A Marriage Mystery: Why Aren't More Wives Outearning Their Husbands?
With women taking more than half of the country's new bachelor's degrees, many of them should be the chief breadwinners in their families. They're not. How come?
The rise of women in the workforce has been hailed by The Atlantic as not only the greatest economic development in the last 50 years, but also the most positive overall development in the whole global economy. But a new study suggests that, for working women in the U.S., there is a surprising cost to earning more than your partner. Evidence suggests that couples are less likely to get married if the woman's income exceeds her partner's. Once married, a wife earning more than her husband is more likely to be unhappy in the marriage, more likely to feel pressured to take fewer hours, and more likely to get divorced.
To fully unpack this thing, let's start with a quick and dirty overview of the marriage market, as economist are fond of call it rather un-romantically. In the last 50 years, marriage has been in decline, technically speaking, as the share of adults who are married has fallen from 72 percent to 51 percent of the 18-and-over population. Sounds like one big marriage drought, but in fact, there are two marriage markets (at least). Among the most-educated and highest-earning men and women, marriage rates are generally high and rising, although these couples are also getting hitched a bit later in life than they used to. Meanwhile, the bottom half of female earners have seen their marriage rates decline by 25 percentage points since 1970. Here's the picture from the Hamilton Project:

The classical economic explanation for the decline of marriage among the low-income starts by blaming the guys.
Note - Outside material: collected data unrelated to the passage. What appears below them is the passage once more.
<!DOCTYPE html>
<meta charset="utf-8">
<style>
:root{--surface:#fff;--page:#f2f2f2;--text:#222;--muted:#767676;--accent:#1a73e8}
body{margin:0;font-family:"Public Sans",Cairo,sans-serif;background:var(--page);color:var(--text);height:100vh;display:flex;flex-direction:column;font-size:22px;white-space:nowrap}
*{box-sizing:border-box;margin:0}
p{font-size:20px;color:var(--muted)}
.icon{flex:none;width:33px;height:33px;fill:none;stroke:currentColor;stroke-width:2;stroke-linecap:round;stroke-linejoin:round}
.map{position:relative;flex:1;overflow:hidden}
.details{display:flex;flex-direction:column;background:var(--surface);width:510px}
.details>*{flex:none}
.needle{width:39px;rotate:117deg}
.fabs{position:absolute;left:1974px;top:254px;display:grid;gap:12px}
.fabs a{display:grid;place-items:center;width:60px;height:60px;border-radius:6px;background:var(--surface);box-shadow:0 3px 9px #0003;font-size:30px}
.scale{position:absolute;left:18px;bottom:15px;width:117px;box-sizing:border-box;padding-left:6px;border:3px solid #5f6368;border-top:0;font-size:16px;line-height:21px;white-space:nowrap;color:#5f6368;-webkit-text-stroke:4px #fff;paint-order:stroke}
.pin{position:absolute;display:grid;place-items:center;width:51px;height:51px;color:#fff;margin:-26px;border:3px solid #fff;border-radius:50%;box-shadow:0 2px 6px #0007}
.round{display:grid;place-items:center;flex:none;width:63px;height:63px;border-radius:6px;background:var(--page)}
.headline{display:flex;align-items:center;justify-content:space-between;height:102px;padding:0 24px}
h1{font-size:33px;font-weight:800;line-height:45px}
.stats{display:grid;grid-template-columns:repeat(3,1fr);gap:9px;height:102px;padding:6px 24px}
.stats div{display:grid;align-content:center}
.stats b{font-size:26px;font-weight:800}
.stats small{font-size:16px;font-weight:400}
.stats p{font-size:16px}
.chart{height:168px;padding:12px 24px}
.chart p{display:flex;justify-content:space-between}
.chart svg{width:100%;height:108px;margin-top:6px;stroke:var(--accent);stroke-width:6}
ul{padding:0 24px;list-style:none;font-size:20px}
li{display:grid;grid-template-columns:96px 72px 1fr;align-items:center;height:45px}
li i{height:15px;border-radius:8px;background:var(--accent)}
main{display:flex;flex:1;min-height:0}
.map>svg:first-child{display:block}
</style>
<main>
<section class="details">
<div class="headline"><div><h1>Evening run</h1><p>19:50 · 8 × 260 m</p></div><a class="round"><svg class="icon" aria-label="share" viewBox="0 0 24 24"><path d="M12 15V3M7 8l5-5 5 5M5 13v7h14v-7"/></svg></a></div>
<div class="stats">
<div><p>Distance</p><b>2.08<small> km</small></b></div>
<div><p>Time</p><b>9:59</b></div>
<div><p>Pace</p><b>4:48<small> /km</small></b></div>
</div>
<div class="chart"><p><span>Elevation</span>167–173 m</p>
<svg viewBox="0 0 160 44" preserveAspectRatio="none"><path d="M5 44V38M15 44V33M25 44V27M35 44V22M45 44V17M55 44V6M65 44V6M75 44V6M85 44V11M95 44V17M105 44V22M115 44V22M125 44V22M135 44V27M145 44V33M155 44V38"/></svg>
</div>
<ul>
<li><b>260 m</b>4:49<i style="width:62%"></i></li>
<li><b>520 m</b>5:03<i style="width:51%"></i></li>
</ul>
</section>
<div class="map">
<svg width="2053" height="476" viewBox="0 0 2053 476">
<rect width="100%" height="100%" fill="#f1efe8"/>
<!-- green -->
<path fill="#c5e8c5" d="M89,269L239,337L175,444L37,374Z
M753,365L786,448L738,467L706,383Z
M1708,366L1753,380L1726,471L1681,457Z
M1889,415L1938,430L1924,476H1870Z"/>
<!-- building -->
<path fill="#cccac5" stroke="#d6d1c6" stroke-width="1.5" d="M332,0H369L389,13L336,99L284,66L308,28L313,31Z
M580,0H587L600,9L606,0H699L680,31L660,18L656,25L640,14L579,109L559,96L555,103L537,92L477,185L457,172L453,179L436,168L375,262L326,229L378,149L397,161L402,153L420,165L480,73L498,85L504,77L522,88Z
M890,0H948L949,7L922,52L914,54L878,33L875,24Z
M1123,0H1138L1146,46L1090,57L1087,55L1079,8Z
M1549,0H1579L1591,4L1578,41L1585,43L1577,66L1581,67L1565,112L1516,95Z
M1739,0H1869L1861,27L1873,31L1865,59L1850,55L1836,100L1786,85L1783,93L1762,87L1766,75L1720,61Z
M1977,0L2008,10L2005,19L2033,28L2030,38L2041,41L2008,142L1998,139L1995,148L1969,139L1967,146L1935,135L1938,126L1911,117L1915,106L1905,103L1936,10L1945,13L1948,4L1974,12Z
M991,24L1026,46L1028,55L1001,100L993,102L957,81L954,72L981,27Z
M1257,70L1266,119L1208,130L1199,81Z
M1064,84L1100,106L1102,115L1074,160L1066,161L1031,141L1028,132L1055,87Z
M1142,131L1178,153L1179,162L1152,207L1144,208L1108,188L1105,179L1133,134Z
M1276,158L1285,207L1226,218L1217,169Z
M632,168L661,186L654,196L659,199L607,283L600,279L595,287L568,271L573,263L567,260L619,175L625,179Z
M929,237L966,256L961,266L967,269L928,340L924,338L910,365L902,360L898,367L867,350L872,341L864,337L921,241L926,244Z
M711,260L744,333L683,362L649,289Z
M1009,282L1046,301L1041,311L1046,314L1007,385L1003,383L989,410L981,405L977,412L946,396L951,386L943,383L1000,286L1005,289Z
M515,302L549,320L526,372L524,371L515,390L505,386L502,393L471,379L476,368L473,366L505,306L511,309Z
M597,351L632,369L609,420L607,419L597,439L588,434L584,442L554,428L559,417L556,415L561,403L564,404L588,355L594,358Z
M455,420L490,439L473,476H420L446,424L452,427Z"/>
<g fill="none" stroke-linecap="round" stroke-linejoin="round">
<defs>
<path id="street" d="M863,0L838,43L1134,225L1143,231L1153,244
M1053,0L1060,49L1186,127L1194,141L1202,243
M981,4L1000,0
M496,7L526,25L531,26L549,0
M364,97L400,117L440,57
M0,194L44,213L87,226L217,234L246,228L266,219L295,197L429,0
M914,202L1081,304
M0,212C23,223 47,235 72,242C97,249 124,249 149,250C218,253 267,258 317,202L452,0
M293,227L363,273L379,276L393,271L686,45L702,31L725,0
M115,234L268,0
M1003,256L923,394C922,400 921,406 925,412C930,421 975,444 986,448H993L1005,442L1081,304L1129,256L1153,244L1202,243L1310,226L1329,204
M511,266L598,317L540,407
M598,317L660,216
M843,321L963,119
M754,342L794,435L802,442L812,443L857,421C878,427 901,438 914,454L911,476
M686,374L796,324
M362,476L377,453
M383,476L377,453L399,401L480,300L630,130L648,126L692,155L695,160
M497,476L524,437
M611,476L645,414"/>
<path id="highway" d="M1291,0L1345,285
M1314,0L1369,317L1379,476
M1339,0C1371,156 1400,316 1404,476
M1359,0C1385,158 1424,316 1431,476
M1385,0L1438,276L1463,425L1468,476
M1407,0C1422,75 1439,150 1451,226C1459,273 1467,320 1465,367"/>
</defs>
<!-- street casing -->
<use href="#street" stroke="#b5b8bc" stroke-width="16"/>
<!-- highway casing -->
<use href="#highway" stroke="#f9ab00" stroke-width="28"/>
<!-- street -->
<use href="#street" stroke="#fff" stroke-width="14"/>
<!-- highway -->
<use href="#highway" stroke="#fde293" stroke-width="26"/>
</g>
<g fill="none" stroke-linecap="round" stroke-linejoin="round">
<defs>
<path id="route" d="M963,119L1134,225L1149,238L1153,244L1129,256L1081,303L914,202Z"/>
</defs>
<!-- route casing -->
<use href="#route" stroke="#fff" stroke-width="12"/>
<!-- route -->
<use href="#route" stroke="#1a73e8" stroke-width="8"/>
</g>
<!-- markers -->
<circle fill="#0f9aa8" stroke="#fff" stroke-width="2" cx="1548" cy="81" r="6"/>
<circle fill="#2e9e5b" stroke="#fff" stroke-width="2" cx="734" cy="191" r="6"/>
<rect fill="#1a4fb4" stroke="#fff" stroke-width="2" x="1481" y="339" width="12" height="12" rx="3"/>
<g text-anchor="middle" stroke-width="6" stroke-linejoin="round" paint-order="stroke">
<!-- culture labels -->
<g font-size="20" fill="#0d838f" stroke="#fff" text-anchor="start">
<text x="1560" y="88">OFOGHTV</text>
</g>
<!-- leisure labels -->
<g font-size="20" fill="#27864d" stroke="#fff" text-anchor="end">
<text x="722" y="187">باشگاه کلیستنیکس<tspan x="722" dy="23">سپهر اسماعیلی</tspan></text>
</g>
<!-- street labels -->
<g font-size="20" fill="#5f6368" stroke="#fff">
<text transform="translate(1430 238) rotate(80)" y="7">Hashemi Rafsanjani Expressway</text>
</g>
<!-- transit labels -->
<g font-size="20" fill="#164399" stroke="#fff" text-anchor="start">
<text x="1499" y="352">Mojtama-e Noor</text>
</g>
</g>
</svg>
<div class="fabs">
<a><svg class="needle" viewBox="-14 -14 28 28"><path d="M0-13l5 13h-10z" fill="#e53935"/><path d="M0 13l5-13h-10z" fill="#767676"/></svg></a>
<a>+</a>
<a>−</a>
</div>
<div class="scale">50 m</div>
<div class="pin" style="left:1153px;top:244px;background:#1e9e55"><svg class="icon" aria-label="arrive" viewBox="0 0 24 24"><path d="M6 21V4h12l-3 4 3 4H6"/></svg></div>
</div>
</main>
Sorry, guys. This theory of marriage starts with "gains from trade" (a wonky term for "what each side brings to the table"). You'll note that declining marriage rates correlate roughly with declining male earnings (see graph below, also from the Hamilton Project). Men simply offer less financial security than they used to -- especially compared with women, who are more financially self-sufficient than ever.
This classic approach to marriage economics might explain why there are fewer overall marriages. But it fails to explain something that might be even more interesting: Why there are so very few marriages where women earn more than their husbands, and why such marriages are so troubled.
This story is best told through pictures. Here's the distribution of marriages by the wife's share of household income. As you can see, there's a sharp drop-off after the .5 mark, where the women earns more than 50 percent of the household income. That means it's surprisingly rare to see a woman earn 60 percent or more of a couple's income today, even though women earn a similar share of all today's bachelor degrees.
This drop-off is simply too steep to be explained by randomness or classical economics. If men and women were forming marriages without concern for relative incomes, we'd expect a smoother distribution curve, more like this guy ...
If classical economics doesn't do the trick, maybe it's because the dearth of female breadwinners has little to do with classical economics. In a cool new paper, Marianne Bertrand, Jessica Pan, and Emir Kamenica pose a theory that some people might find controversial but others might find intuitive: What if there's a deficit of marriages where the wife is the top earner because -- to put things bluntly -- husbands hate being out-earned by their wives, and wives hate living with husbands who resent them?
"There simply aren't nearly as many relationships with women out-earning men as we would expect [through random pairing]," Kamenica told me. "And women who should out-earn their husbands based on their education and other demographics are more likely to stay at home [and not work] than the similar women who don't out-earn the husbands," Kamenica said.
But that's not the most surprising finding from their research, he added. The most surprising thing was that wives who earn more from paid work also report doing significantly more chores around the house. This doesn't make much sense, intuitively. For women and men at all income levels, more work in the office usually leads to less time spent doing chores at home. But suddenly, when a wife earns more than her husband, her hours spent on chores and childcare go up.
"Classical economics can't explain that increase," Kamenica said. "The only way to make sense of it is compensatory behavior." In English, please? "Maybe the husband feels threatened, so she does more of the cooking, even though she earns more."
The economists found the exact same trends living in Canada. Not only did they find a "sharp decrease in the number of couples once the wife's income exceeds the husband's," but also they found no correlation between divorce and income ... except when the wife earned more than her husband.

One hundred years ago, husbands and wives specialized. He worked for pay. She worked at home. But with married women working more and more, this paper suggests gender norms are changing slower than gender economics, and many women still aren't comfortable out-earning their boyfriends -- and many men still aren't comfortable earning less than their wives.
Well, they'd better get comfortable! Women are going to be the primary breadwinners in more and more families for so many reasonsĀ -- (1) the shift from brawn economy to service economy; (2) women's growing share of college degrees; and (3) sexism softening among male-dominated industries as women establish themselves in more positions of power. A national aversion to successful wives is a really bad recipe for economic growth and family formation. Get over it, guys. It's a woman's world, now.